The COVID-19 pandemic has had an enormous chilling effect on global society. For months, everything from shopping to traffic slowed around the world, and people even began noticing measurable changes in wildlife populations and pollution levels. Now, data from a citizen science project is helping researchers examine another aspect of COVID-19’s planetary quieting: seismic noise.

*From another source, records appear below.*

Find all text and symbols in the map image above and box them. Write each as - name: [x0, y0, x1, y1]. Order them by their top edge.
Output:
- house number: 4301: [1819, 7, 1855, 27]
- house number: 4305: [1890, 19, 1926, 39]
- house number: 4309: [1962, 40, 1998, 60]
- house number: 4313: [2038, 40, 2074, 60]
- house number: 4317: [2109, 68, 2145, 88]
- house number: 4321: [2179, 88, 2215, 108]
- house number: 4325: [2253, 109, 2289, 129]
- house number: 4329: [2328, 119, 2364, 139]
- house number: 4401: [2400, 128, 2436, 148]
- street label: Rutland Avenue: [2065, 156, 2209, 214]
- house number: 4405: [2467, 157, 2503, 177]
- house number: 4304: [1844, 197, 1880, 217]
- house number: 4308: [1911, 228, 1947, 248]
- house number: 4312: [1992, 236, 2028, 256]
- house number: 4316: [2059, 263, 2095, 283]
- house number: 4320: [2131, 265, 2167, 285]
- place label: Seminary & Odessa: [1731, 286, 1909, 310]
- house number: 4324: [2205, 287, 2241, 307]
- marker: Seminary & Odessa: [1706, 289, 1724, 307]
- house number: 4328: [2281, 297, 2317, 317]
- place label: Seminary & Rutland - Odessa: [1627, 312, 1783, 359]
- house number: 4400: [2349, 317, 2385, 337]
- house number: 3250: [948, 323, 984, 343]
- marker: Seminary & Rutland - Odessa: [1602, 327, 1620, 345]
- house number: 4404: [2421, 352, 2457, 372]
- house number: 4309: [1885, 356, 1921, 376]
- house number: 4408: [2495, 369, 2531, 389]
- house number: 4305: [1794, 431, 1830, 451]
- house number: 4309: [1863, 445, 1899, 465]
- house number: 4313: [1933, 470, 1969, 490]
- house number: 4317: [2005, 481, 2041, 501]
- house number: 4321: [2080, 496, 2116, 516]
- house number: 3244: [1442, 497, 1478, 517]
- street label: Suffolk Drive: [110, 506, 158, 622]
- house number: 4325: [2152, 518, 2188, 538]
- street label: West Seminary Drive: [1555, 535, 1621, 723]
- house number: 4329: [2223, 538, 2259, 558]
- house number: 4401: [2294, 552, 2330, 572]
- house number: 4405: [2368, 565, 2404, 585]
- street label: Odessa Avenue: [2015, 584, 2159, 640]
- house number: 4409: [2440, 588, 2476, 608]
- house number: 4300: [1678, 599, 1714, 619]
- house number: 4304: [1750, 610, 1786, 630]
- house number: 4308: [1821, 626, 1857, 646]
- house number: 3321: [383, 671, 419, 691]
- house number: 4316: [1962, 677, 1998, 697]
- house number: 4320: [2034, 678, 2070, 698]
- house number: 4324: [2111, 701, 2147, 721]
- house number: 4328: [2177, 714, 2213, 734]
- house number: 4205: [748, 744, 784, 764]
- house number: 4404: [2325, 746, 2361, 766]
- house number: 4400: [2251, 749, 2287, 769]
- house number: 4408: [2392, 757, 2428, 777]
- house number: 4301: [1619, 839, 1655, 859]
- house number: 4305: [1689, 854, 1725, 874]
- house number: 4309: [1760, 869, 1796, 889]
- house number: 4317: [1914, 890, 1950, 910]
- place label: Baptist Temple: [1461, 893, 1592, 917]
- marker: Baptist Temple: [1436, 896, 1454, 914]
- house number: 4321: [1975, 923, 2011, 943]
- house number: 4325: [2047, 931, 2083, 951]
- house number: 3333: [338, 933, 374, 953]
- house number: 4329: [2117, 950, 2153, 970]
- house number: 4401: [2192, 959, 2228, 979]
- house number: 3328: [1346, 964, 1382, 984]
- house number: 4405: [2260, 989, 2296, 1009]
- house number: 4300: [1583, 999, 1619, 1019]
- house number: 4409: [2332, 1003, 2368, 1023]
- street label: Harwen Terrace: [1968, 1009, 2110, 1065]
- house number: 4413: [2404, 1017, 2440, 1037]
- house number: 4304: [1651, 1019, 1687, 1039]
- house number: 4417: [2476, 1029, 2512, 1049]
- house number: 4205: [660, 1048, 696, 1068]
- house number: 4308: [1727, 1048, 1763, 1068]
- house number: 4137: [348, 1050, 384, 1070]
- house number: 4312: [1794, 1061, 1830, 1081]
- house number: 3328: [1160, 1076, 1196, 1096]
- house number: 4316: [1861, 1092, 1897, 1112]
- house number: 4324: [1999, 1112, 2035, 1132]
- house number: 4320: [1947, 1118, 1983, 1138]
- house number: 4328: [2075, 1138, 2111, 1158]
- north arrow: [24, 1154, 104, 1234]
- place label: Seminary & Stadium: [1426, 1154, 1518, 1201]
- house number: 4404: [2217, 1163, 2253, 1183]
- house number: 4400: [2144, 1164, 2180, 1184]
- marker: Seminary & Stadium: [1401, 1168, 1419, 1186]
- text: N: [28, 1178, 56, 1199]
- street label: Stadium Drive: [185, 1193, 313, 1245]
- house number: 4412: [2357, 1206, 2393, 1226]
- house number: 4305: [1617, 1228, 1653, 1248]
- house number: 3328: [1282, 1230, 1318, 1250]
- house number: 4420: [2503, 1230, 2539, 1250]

Seismic noise is the passive, constant hum in the ground produced by human activity on Earth – traffic, transit, walking, construction, and so on. For months, several hundred seismic stations across 78 countries have been carefully monitoring this seismic noise as the pandemic swept across the globe.

These seismic stations included 65 Raspberry Shake seismographs: devices built on top of single-board Raspberry Pi computers and designed to monitor seismic activity at home or in the classroom. Raspberry Shake claims that these citizen science devices constitute the “largest singular network of real-time seismographs in the world” (to see a map of those citizen seismographs, click here).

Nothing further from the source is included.